# ASSIGNED TASK:
Scan the records for the string "Lines", then copy each line that has it.

# TASK MATERIAL:
···
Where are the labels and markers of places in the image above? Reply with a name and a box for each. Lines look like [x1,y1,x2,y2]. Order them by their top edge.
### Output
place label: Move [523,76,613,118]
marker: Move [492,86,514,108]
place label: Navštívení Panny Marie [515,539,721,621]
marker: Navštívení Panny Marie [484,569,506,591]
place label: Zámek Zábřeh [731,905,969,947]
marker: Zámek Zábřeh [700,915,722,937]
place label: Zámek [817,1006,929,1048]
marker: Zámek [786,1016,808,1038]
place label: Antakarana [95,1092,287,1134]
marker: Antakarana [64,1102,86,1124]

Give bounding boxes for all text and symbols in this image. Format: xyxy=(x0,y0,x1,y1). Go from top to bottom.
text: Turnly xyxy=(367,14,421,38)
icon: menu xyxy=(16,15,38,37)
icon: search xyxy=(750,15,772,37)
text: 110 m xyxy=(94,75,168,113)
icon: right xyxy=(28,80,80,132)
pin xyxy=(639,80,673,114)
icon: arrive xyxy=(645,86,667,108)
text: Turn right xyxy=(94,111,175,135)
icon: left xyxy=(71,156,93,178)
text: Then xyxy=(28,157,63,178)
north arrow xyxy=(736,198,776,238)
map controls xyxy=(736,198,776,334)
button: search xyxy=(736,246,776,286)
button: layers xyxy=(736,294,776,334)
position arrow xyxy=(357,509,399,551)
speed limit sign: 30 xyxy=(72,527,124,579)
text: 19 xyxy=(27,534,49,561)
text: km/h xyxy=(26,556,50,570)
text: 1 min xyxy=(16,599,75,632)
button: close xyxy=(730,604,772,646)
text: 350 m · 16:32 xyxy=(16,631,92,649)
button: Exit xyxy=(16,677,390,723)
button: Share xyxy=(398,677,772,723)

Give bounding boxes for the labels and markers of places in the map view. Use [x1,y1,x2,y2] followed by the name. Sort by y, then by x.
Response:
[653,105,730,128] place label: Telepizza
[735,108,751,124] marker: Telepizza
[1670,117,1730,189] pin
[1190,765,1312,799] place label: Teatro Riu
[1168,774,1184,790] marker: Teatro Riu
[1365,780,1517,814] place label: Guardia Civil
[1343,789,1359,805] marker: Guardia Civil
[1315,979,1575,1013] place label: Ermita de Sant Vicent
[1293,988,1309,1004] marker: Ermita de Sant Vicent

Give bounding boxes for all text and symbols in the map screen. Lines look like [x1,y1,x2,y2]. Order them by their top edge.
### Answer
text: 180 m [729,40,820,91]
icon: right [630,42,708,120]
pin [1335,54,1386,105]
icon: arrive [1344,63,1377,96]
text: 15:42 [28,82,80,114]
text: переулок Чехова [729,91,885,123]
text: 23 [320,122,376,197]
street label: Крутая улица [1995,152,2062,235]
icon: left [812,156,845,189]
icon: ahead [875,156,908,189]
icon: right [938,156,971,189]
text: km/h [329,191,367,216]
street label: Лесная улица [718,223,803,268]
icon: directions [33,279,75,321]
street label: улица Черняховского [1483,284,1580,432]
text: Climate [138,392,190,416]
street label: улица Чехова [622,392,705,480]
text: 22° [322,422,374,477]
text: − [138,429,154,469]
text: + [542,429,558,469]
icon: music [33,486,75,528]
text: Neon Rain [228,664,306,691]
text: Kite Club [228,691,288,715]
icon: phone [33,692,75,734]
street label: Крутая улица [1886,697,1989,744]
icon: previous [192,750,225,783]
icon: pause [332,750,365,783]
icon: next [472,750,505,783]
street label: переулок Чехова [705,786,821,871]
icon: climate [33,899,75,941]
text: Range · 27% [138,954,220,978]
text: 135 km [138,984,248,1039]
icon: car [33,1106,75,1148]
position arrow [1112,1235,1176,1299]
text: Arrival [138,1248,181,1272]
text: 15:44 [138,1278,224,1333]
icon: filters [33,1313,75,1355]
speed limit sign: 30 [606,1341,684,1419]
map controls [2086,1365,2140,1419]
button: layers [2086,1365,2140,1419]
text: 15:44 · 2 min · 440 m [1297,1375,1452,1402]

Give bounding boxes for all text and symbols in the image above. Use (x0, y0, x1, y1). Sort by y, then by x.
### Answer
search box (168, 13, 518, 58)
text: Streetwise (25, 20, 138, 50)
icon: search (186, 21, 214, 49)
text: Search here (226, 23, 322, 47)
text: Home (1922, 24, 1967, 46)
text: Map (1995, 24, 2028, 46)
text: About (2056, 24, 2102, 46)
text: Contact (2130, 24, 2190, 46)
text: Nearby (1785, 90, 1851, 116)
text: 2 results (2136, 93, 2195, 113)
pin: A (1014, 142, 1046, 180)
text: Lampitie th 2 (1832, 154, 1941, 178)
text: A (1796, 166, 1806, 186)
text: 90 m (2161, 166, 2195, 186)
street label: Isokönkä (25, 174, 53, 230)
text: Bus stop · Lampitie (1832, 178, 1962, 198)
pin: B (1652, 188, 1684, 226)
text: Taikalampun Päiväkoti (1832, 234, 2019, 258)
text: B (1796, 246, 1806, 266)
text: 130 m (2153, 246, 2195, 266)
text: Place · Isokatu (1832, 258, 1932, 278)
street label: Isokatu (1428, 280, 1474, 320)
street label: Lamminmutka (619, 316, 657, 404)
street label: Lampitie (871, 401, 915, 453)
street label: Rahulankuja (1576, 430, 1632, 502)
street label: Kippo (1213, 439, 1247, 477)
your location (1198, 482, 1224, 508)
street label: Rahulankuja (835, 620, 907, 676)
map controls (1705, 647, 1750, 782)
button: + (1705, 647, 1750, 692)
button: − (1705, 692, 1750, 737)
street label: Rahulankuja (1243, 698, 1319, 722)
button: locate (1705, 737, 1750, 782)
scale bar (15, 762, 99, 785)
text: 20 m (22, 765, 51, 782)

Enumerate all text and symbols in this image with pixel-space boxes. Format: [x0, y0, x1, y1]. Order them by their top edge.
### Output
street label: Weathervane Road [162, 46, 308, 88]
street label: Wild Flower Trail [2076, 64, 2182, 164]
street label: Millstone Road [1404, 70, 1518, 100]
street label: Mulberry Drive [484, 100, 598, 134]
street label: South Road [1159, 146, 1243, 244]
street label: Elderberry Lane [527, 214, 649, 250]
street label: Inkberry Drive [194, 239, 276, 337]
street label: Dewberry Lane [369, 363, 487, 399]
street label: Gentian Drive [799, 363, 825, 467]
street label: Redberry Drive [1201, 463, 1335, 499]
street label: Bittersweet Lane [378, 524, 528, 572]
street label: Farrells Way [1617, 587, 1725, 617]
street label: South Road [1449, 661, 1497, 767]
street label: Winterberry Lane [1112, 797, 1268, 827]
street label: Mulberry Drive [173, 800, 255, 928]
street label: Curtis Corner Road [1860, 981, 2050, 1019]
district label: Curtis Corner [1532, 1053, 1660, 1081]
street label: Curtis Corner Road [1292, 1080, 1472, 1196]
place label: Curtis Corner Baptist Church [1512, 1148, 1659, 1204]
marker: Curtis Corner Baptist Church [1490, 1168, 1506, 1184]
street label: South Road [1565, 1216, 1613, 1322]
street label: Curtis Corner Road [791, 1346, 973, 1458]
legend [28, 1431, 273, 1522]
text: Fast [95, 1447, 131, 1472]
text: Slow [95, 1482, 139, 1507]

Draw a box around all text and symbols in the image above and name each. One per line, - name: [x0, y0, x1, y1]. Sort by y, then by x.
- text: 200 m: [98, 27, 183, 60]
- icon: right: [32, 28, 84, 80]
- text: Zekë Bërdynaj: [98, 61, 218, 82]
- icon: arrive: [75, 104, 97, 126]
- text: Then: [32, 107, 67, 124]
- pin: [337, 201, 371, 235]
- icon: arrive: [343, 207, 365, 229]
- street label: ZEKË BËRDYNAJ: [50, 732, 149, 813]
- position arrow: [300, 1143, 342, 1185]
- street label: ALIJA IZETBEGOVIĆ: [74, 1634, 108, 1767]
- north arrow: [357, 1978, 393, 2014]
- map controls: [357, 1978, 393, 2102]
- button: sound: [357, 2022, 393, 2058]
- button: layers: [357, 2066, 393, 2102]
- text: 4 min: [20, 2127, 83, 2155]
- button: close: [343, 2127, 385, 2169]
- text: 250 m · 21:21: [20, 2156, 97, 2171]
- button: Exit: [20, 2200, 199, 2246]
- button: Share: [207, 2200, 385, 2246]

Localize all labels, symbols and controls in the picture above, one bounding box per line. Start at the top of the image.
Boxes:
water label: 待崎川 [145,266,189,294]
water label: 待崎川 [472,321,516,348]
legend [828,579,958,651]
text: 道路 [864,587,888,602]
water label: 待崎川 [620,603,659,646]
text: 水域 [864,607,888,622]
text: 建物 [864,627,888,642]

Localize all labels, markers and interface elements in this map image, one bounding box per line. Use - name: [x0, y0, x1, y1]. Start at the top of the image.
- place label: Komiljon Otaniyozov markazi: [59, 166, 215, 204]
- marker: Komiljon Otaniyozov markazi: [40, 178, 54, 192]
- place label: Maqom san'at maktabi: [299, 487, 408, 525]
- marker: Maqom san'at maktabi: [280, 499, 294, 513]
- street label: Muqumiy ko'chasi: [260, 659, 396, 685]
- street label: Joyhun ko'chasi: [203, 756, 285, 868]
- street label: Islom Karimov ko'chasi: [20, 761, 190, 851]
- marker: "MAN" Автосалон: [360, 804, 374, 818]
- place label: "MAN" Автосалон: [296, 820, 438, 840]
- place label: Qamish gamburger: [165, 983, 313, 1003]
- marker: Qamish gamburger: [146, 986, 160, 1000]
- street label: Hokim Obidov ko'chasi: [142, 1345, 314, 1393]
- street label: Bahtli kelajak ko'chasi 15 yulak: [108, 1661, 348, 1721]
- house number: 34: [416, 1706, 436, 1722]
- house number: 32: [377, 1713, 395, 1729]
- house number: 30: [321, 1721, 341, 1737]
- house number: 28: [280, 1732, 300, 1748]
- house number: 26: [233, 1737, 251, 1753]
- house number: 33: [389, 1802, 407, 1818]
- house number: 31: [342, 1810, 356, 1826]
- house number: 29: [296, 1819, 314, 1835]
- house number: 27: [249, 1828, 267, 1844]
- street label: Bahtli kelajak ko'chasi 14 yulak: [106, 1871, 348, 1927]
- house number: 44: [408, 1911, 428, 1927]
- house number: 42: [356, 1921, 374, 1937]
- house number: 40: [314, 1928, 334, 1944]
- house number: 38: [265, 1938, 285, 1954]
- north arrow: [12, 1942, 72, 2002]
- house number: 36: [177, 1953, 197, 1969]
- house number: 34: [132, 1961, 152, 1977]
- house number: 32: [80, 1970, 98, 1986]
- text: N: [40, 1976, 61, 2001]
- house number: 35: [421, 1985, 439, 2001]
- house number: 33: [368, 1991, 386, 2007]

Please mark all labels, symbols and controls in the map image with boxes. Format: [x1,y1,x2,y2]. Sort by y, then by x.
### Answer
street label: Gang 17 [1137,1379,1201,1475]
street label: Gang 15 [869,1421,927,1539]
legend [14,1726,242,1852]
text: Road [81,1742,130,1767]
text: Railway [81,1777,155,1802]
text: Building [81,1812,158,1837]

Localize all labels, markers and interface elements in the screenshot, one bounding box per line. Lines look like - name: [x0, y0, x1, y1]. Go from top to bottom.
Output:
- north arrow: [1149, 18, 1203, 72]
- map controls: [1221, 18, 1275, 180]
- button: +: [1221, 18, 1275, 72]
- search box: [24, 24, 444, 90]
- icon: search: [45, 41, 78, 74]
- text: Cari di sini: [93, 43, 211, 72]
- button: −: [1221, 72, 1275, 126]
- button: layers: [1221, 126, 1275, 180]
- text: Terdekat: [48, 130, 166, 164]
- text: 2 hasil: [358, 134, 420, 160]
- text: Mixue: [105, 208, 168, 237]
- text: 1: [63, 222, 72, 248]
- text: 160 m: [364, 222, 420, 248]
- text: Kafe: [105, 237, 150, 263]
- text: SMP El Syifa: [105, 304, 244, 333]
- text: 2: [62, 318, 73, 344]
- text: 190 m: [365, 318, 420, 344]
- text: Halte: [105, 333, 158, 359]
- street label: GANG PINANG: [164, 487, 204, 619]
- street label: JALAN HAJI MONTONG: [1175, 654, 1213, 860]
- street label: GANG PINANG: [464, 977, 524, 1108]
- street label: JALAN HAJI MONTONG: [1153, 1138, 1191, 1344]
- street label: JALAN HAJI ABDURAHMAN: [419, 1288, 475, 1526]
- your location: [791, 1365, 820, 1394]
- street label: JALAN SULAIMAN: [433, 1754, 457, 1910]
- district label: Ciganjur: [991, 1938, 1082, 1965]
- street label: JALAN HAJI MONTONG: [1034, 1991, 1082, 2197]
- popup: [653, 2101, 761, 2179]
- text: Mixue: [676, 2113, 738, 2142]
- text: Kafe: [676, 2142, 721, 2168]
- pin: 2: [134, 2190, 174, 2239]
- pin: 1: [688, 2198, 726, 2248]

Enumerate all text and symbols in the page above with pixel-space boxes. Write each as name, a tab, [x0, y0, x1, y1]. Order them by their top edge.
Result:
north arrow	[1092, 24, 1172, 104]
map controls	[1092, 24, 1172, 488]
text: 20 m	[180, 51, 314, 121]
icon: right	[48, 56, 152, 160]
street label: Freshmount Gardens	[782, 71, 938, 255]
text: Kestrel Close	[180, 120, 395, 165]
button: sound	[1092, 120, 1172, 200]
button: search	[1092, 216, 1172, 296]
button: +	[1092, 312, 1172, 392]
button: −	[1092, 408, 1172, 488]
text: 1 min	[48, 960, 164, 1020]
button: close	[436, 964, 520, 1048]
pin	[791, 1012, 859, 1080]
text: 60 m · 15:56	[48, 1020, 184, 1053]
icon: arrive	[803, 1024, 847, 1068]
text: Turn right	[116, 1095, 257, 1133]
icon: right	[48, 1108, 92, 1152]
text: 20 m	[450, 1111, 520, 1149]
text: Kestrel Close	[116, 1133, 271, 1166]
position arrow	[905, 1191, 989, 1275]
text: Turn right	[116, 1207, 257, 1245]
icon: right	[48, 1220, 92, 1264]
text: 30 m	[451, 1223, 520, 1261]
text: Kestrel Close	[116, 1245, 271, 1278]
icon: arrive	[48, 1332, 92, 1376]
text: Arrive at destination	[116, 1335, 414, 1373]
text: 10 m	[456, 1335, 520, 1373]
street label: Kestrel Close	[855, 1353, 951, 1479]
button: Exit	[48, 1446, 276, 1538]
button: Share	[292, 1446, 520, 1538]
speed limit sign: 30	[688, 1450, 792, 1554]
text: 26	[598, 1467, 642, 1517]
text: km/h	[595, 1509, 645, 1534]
···
# TASK SOLUTION:
Where are the labels and markers of places in the image above? Reply with a name and a box for each. Lines look like [x1,y1,x2,y2]. Order them by their top edge.
Give bounding boxes for all text and symbols in the map screen. Lines look like [x1,y1,x2,y2]. Order them by their top edge.
Localize all labels, markers and interface elements in the screenshot, one bounding box per line. Lines look like - name: [x0, y0, x1, y1]. Go from top to bottom.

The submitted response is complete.